### YOUR INSTRUCTIONS
Please set down the data word for word; images do not go in the copy.

### SUPPLIED INFORMATION
::::::::

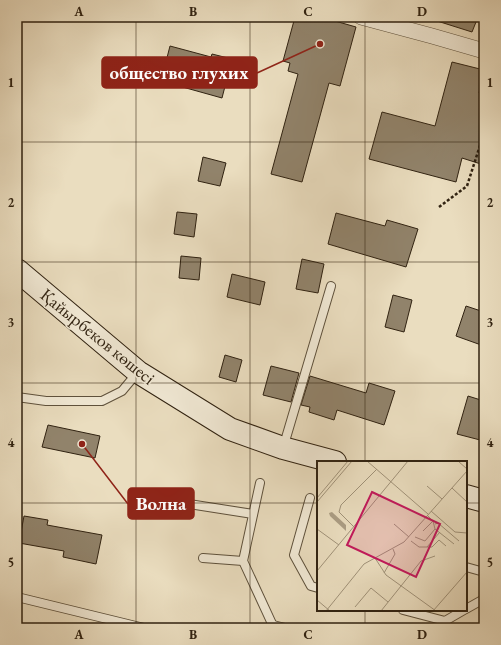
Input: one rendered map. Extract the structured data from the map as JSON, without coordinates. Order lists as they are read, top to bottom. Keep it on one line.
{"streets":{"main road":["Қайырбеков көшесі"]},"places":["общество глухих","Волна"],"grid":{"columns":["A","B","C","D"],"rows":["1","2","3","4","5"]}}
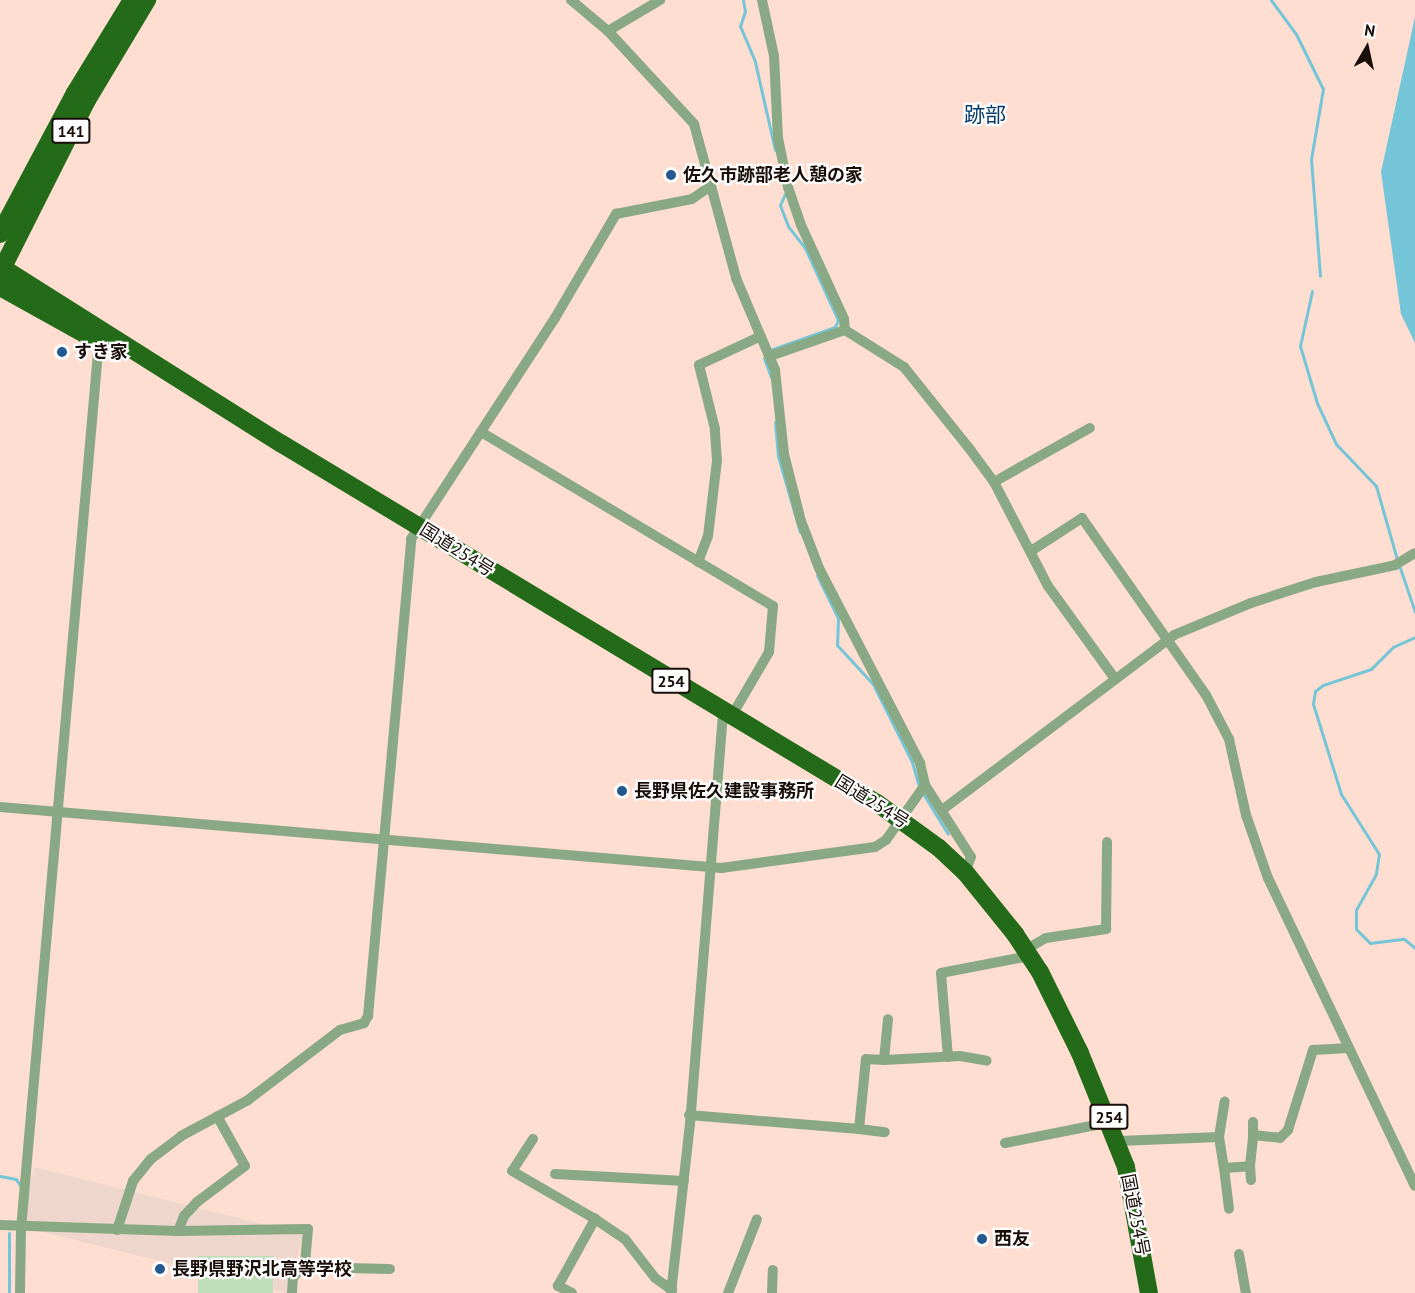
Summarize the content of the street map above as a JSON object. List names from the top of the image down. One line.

::::::::

### ANSWER BOX
Input: one rendered map. Extract the structured data from the map as JSON, without coordinates. Order lists as they are read, top to bottom. Keep it on one line.
{"streets":{"main road":["Қайырбеков көшесі"]},"places":["общество глухих","Волна"],"grid":{"columns":["A","B","C","D"],"rows":["1","2","3","4","5"]}}
Summarize the content of the street map above as a JSON object. List names from the top of the image down. One line.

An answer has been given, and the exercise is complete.